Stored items
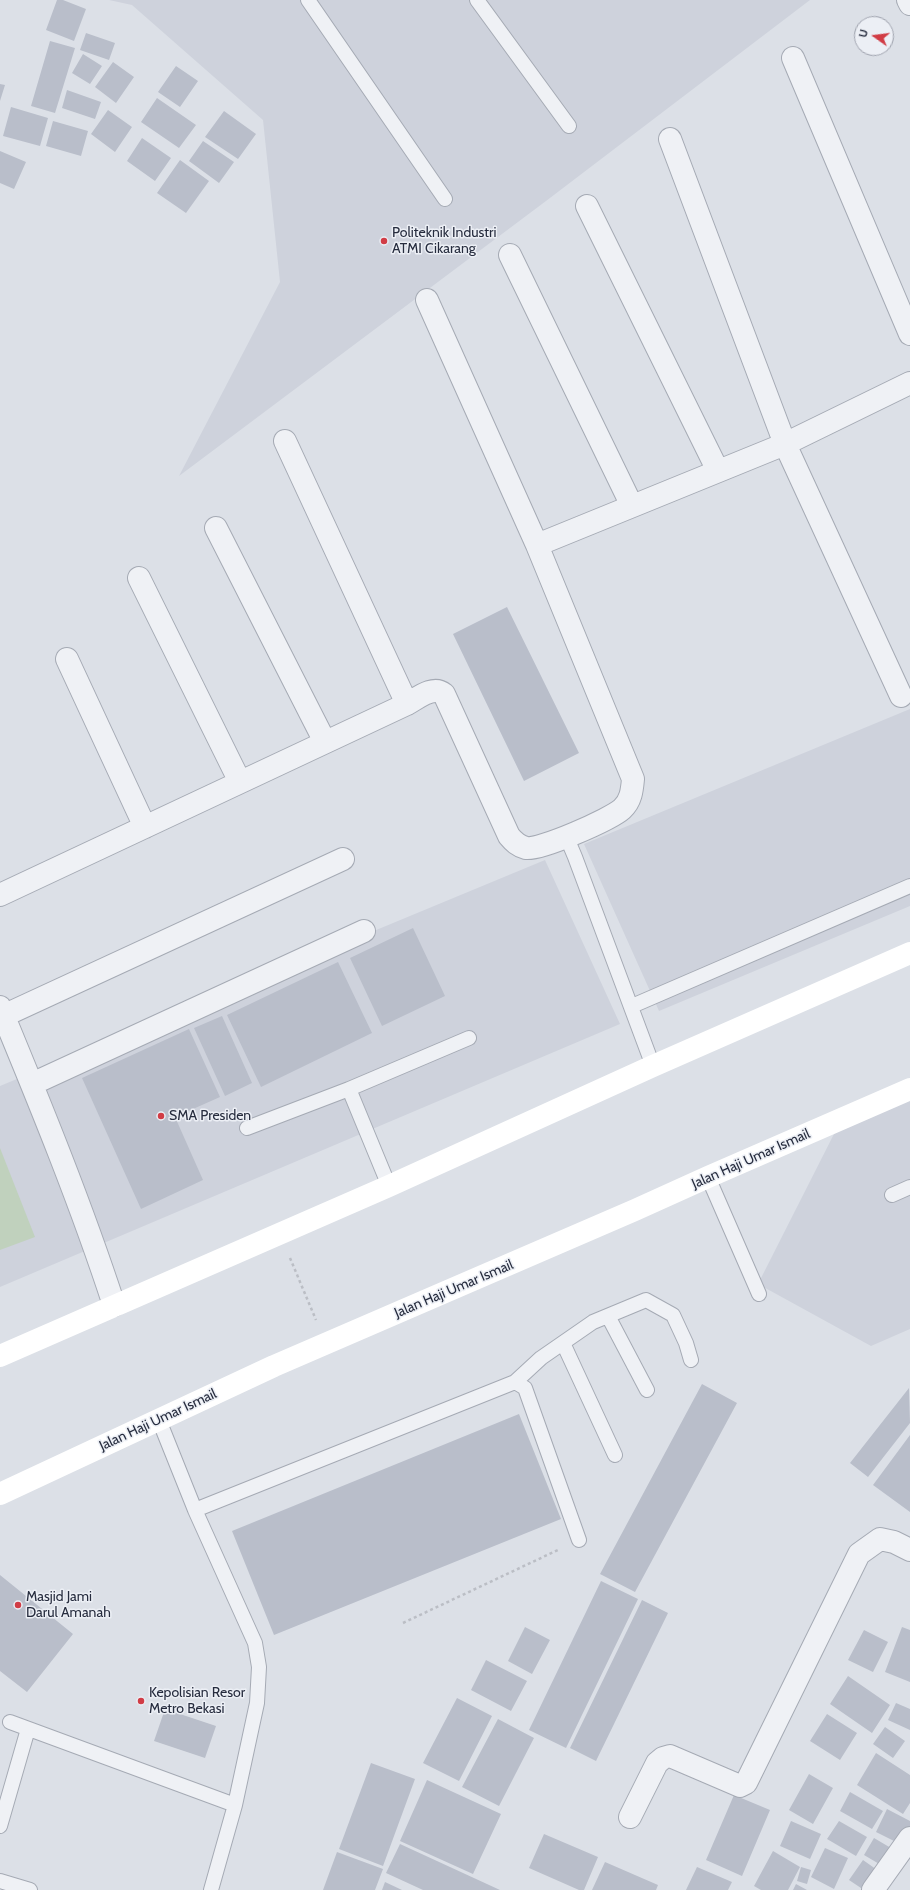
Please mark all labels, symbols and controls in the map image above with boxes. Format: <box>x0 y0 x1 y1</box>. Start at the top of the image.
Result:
north arrow <box>854 16 894 56</box>
text: U <box>856 28 871 39</box>
place label: Politeknik Industri ATMI Cikarang <box>392 225 496 258</box>
marker: Politeknik Industri ATMI Cikarang <box>379 236 389 246</box>
place label: SMA Presiden <box>169 1108 251 1124</box>
marker: SMA Presiden <box>156 1111 166 1121</box>
street label: Jalan Haji Umar Ismail <box>689 1125 813 1193</box>
street label: Jalan Haji Umar Ismail <box>392 1256 516 1322</box>
street label: Jalan Haji Umar Ismail <box>97 1385 219 1455</box>
place label: Masjid Jami Darul Amanah <box>26 1589 111 1622</box>
marker: Masjid Jami Darul Amanah <box>13 1600 23 1610</box>
place label: Kepolisian Resor Metro Bekasi <box>149 1685 245 1718</box>
marker: Kepolisian Resor Metro Bekasi <box>136 1696 146 1706</box>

TASK DESCRIPTION = The records above must be returned exactly, with each picture omitted.

EXERCISE SOLUTION =
Please mark all labels, symbols and controls in the map image above with boxes. Format: <box>x0 y0 x1 y1</box>. Start at the top of the image.
Result:
north arrow <box>854 16 894 56</box>
text: U <box>856 28 871 39</box>
place label: Politeknik Industri ATMI Cikarang <box>392 225 496 258</box>
marker: Politeknik Industri ATMI Cikarang <box>379 236 389 246</box>
place label: SMA Presiden <box>169 1108 251 1124</box>
marker: SMA Presiden <box>156 1111 166 1121</box>
street label: Jalan Haji Umar Ismail <box>689 1125 813 1193</box>
street label: Jalan Haji Umar Ismail <box>392 1256 516 1322</box>
street label: Jalan Haji Umar Ismail <box>97 1385 219 1455</box>
place label: Masjid Jami Darul Amanah <box>26 1589 111 1622</box>
marker: Masjid Jami Darul Amanah <box>13 1600 23 1610</box>
place label: Kepolisian Resor Metro Bekasi <box>149 1685 245 1718</box>
marker: Kepolisian Resor Metro Bekasi <box>136 1696 146 1706</box>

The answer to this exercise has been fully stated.